Семеро англичан, вооружённых ружьями, высадились на берег и начали осторожно продвигаться вперёд. Неожиданно они наткнулись на грязного, обросшего человека в изодранной одежде, сидевшего на корточках у примитивного очага, над которым висела закопчённая жестянка с каким-то варевом. Он был так увлечён своим занятием, что не услышал, как к нему почти вплотную подошли семеро моряков.
— Что вы здесь делаете? — раздался строгий окрик за спиной Тусена.

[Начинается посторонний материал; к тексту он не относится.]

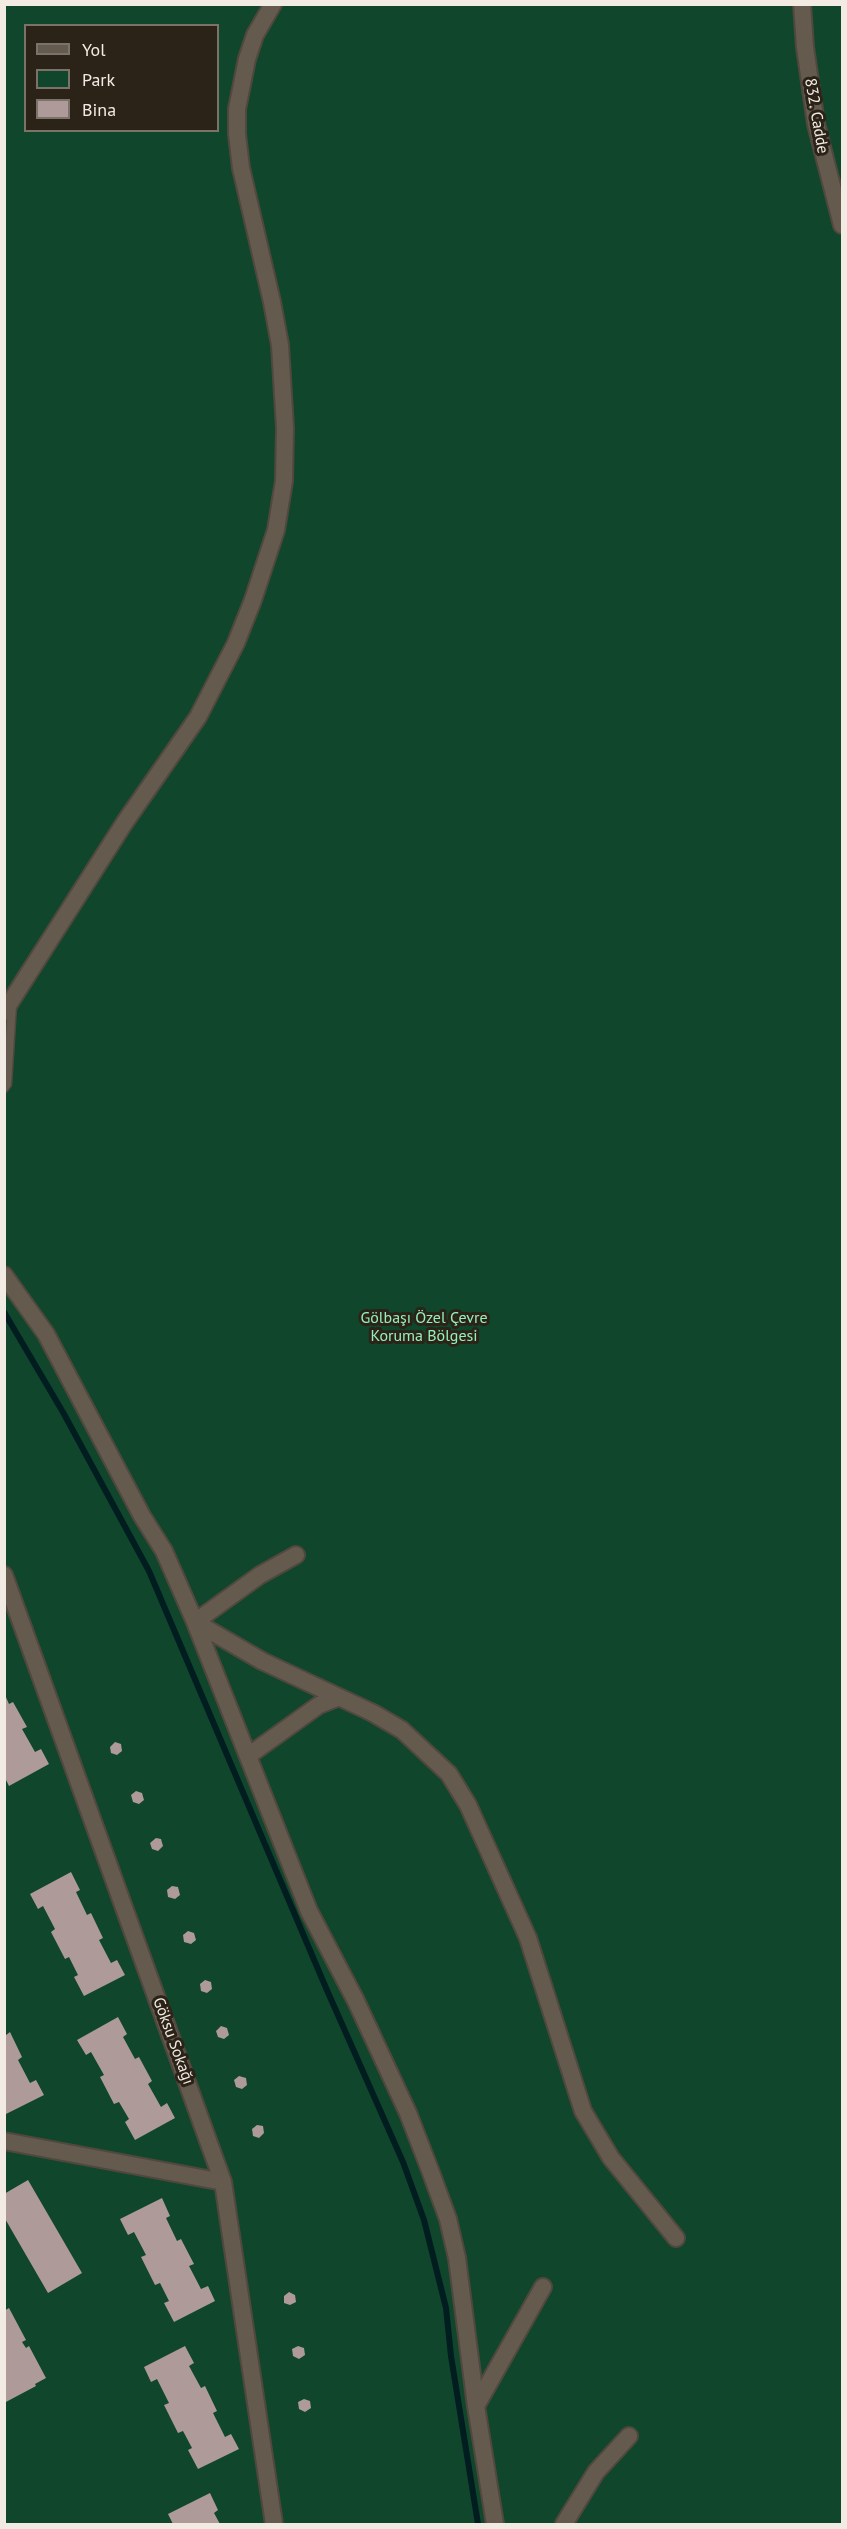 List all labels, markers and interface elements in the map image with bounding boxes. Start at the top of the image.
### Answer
legend [24,24,219,132]
text: Yol [82,38,105,61]
text: Park [82,68,115,91]
street label: 832. Cadde [800,77,832,155]
text: Bina [82,98,116,121]
park label: Gölbaşı Özel Çevre Koruma Bölgesi [360,1308,488,1346]
street label: Göksu Sokağı [148,1995,198,2087] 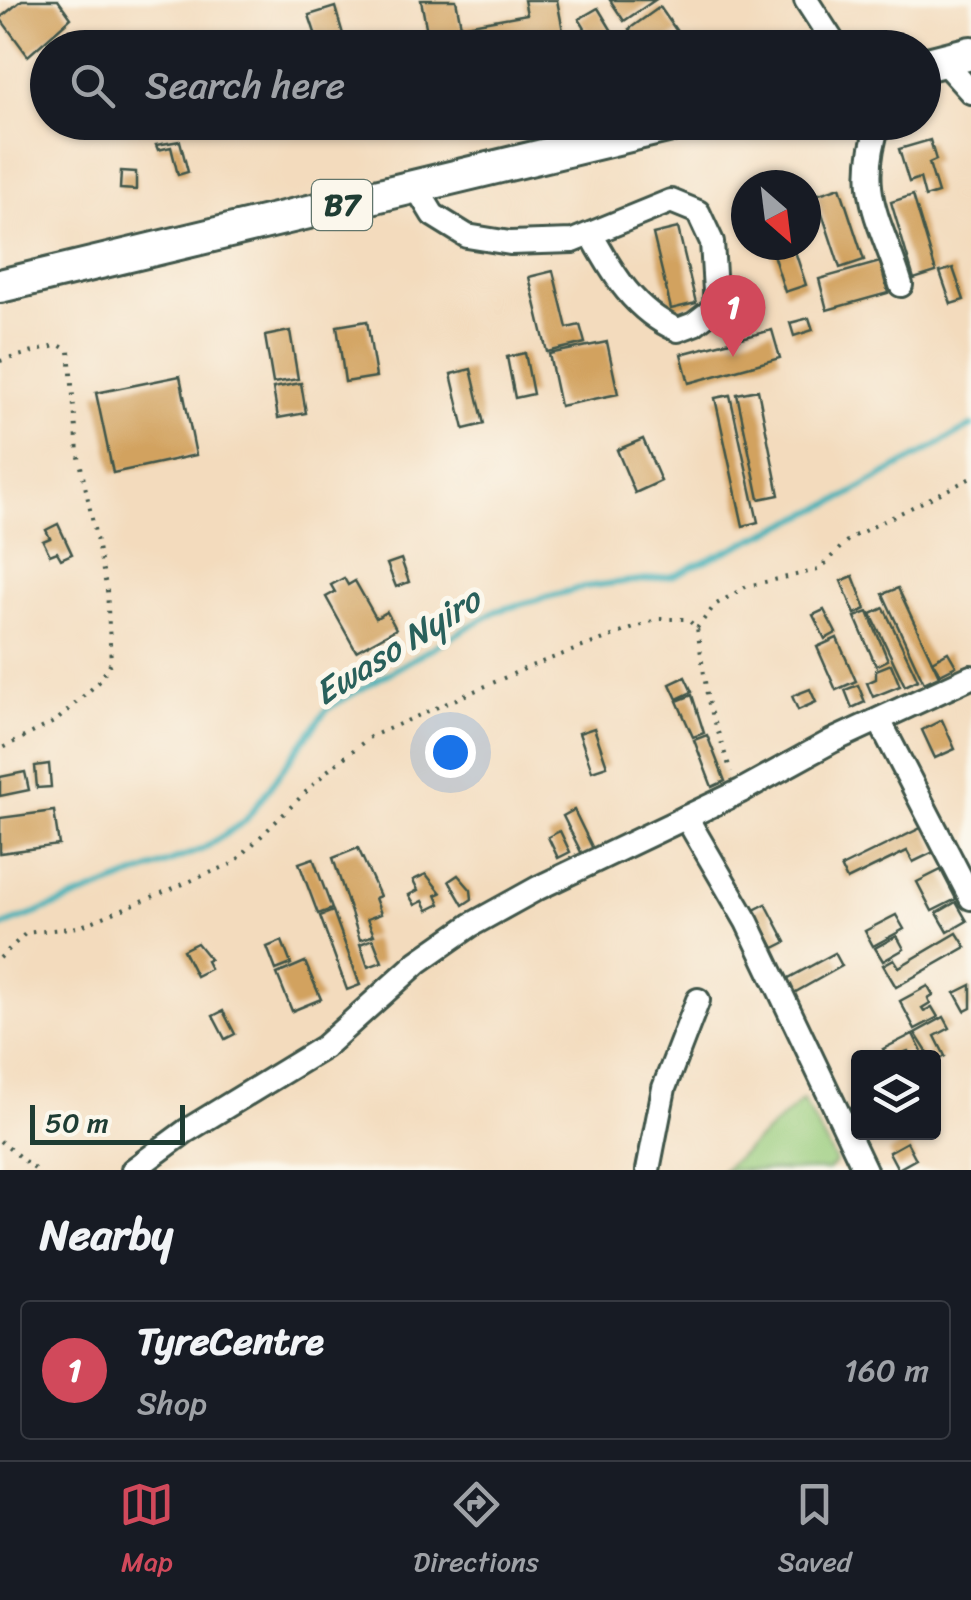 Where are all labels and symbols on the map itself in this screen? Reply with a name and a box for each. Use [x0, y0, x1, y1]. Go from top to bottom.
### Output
north arrow [731, 170, 821, 260]
road number: B7 [312, 180, 372, 230]
pin: 1 [700, 274, 766, 357]
water label: Ewaso Nyiro [301, 568, 496, 722]
your location [425, 727, 476, 778]
scale bar [30, 1100, 185, 1144]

Он обернулся, поднялся, долго моргал воспалёнными глазами… До его сознания долго не доходил тот простой факт, что перед ним стоят его спасители. Вдруг его лицо озарилось радостной улыбкой. Он всхлипнул и упал навзничь как подкошенный. Только солидная порция рома привела Тусена в чувство. Но и после этого он продолжал молчать, взирая на людей с ружьями недоверчиво и отчуждённо. Он ясно видел, что перед ним английские военные моряки, но не мог вспомнить ни одного английского слова. И лишь потом понял наконец, что он спасён! Легко вспоминая забытые слова, Тусен поведал свою печальную историю. С большим трудом он добрался до шлюпки, а подняться самостоятельно по трапу на борт корабля вообще не смог. Он был необычайно истощён и, сам того не ведая, уже находился на пороге смерти…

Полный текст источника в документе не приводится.